### Assigned task
Please output the records below word for word and omit the pictures.

### Data for this task
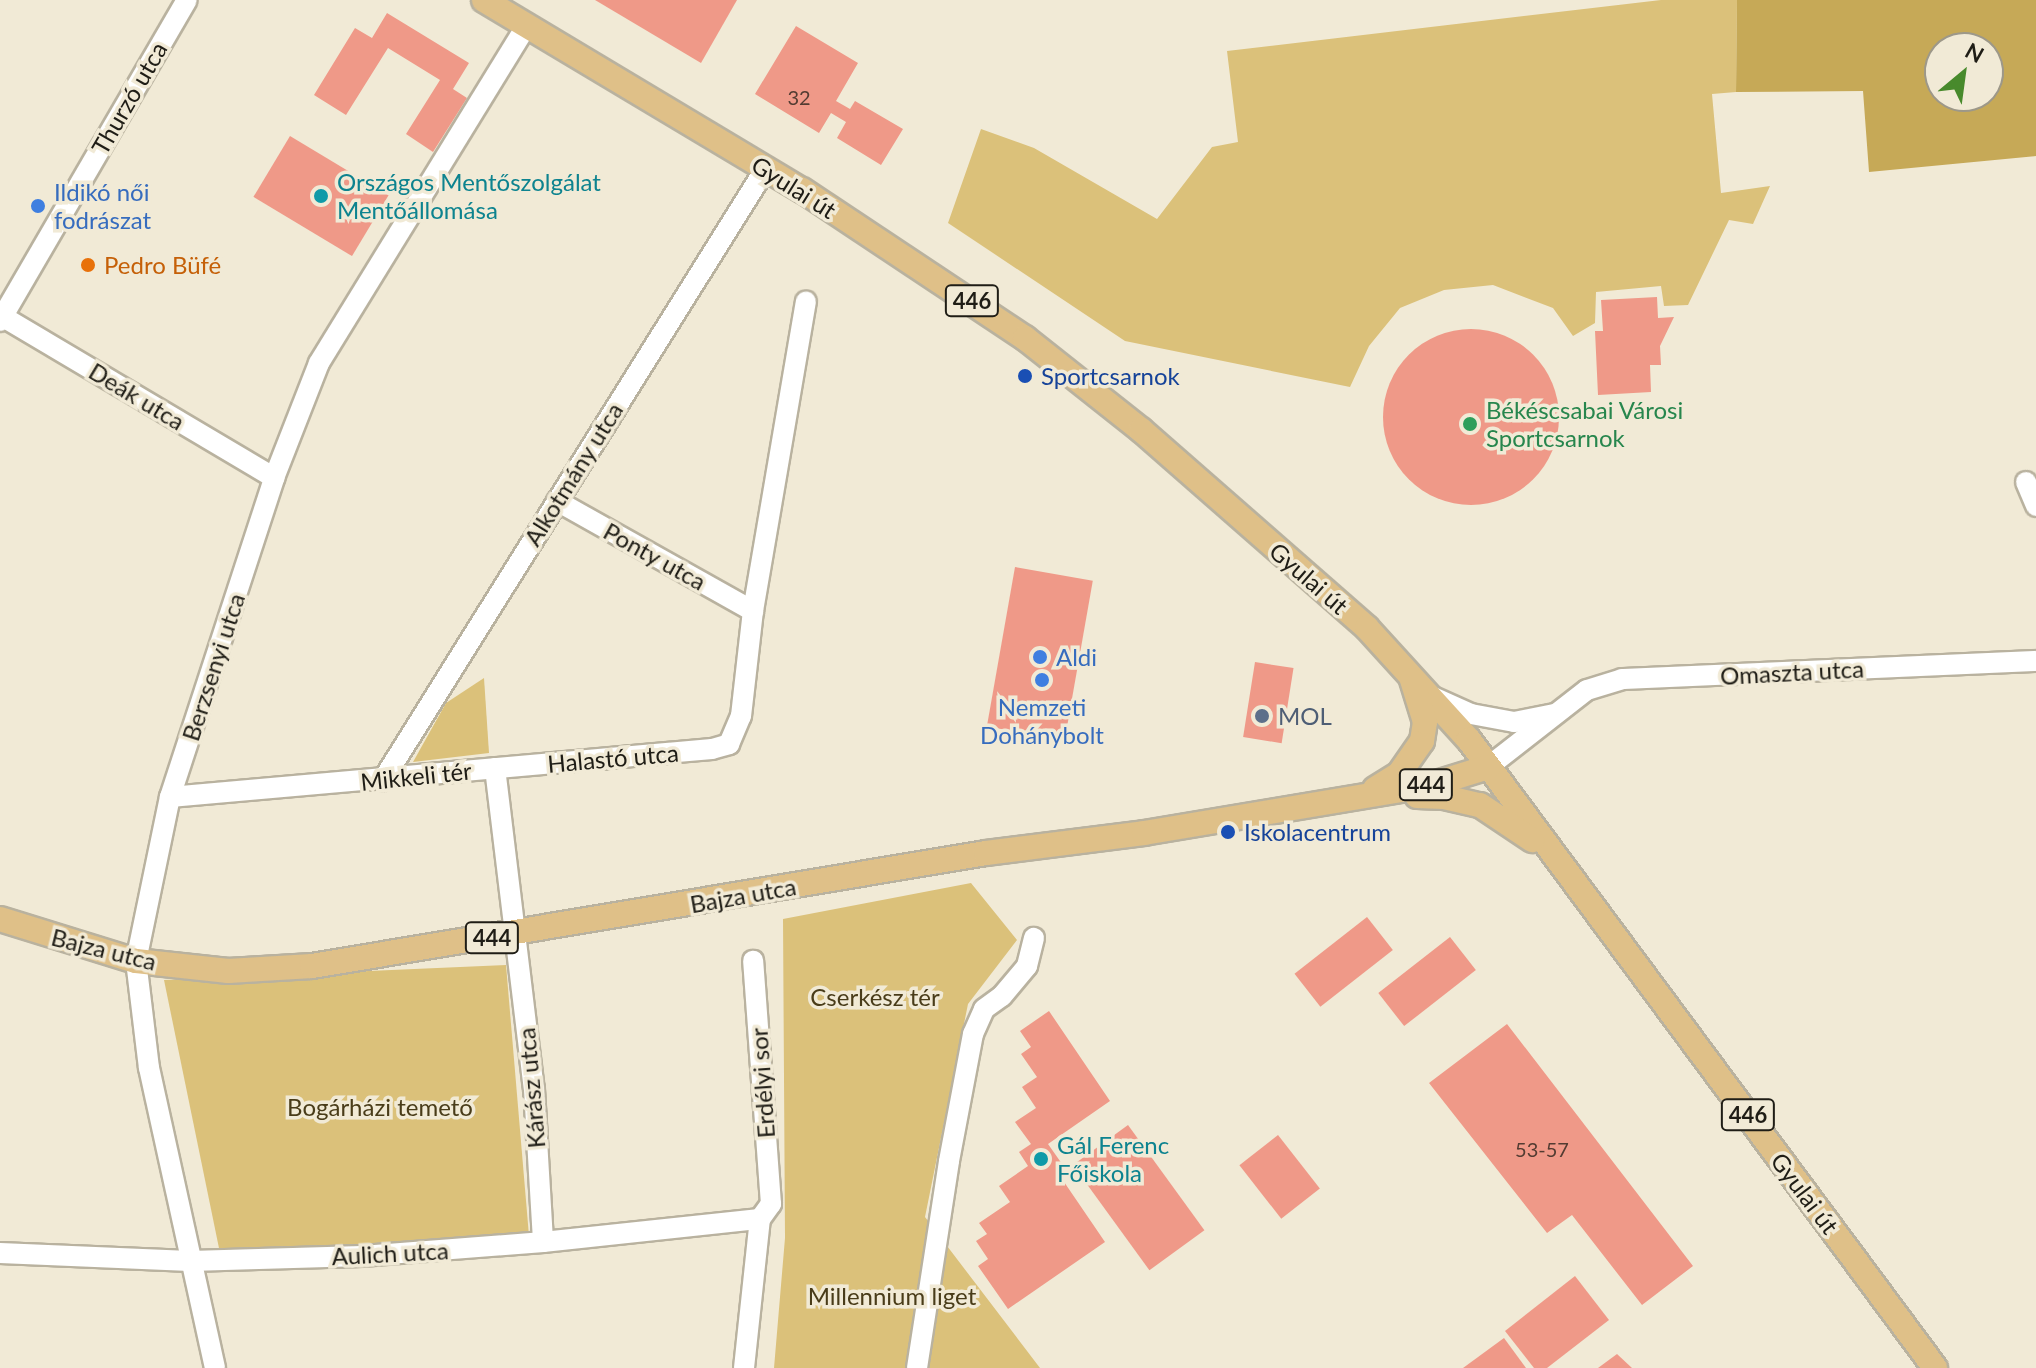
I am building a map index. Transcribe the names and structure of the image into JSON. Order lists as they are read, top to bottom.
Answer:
{
  "streets": {
    "main road": [
      "Gyulai út",
      "446",
      "444",
      "Bajza utca"
    ],
    "street": [
      "Thurzó utca",
      "Deák utca",
      "Alkotmány utca",
      "Ponty utca",
      "Berzsenyi utca",
      "Omaszta utca",
      "Halastó utca",
      "Mikkeli tér",
      "Erdélyi sor",
      "Kárász utca",
      "Aulich utca"
    ]
  },
  "crossings": [
    ["Thurzó utca", "Deák utca"],
    ["Gyulai út", "Alkotmány utca"],
    ["Gyulai út", "Berzsenyi utca"],
    ["Gyulai út", "Omaszta utca"],
    ["Gyulai út", "Bajza utca"],
    ["Deák utca", "Berzsenyi utca"],
    ["Alkotmány utca", "Ponty utca"],
    ["Alkotmány utca", "Mikkeli tér"],
    ["Ponty utca", "Halastó utca"],
    ["Berzsenyi utca", "Mikkeli tér"],
    ["Berzsenyi utca", "Bajza utca"],
    ["Berzsenyi utca", "Aulich utca"],
    ["Omaszta utca", "Bajza utca"],
    ["Halastó utca", "Mikkeli tér"],
    ["Mikkeli tér", "Bajza utca"],
    ["Mikkeli tér", "Kárász utca"],
    ["Bajza utca", "Kárász utca"],
    ["Erdélyi sor", "Aulich utca"],
    ["Kárász utca", "Aulich utca"]
  ],
  "parks": ["Cserkész tér", "Bogárházi temető", "Millennium liget"],
  "places": [
    "Országos Mentőszolgálat Mentőállomása",
    "Ildikó női fodrászat",
    "Pedro Büfé",
    "Sportcsarnok",
    "Békéscsabai Városi Sportcsarnok",
    "Aldi",
    "Nemzeti Dohánybolt",
    "MOL",
    "Iskolacentrum",
    "Gál Ferenc Főiskola"
  ],
  "house_numbers": ["32", "53-57"],
  "north": "top right"
}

### Task response
I am building a map index. Transcribe the names and structure of the image into JSON. Order lists as they are read, top to bottom.
Answer:
{
  "streets": {
    "main road": [
      "Gyulai út",
      "446",
      "444",
      "Bajza utca"
    ],
    "street": [
      "Thurzó utca",
      "Deák utca",
      "Alkotmány utca",
      "Ponty utca",
      "Berzsenyi utca",
      "Omaszta utca",
      "Halastó utca",
      "Mikkeli tér",
      "Erdélyi sor",
      "Kárász utca",
      "Aulich utca"
    ]
  },
  "crossings": [
    ["Thurzó utca", "Deák utca"],
    ["Gyulai út", "Alkotmány utca"],
    ["Gyulai út", "Berzsenyi utca"],
    ["Gyulai út", "Omaszta utca"],
    ["Gyulai út", "Bajza utca"],
    ["Deák utca", "Berzsenyi utca"],
    ["Alkotmány utca", "Ponty utca"],
    ["Alkotmány utca", "Mikkeli tér"],
    ["Ponty utca", "Halastó utca"],
    ["Berzsenyi utca", "Mikkeli tér"],
    ["Berzsenyi utca", "Bajza utca"],
    ["Berzsenyi utca", "Aulich utca"],
    ["Omaszta utca", "Bajza utca"],
    ["Halastó utca", "Mikkeli tér"],
    ["Mikkeli tér", "Bajza utca"],
    ["Mikkeli tér", "Kárász utca"],
    ["Bajza utca", "Kárász utca"],
    ["Erdélyi sor", "Aulich utca"],
    ["Kárász utca", "Aulich utca"]
  ],
  "parks": ["Cserkész tér", "Bogárházi temető", "Millennium liget"],
  "places": [
    "Országos Mentőszolgálat Mentőállomása",
    "Ildikó női fodrászat",
    "Pedro Büfé",
    "Sportcsarnok",
    "Békéscsabai Városi Sportcsarnok",
    "Aldi",
    "Nemzeti Dohánybolt",
    "MOL",
    "Iskolacentrum",
    "Gál Ferenc Főiskola"
  ],
  "house_numbers": ["32", "53-57"],
  "north": "top right"
}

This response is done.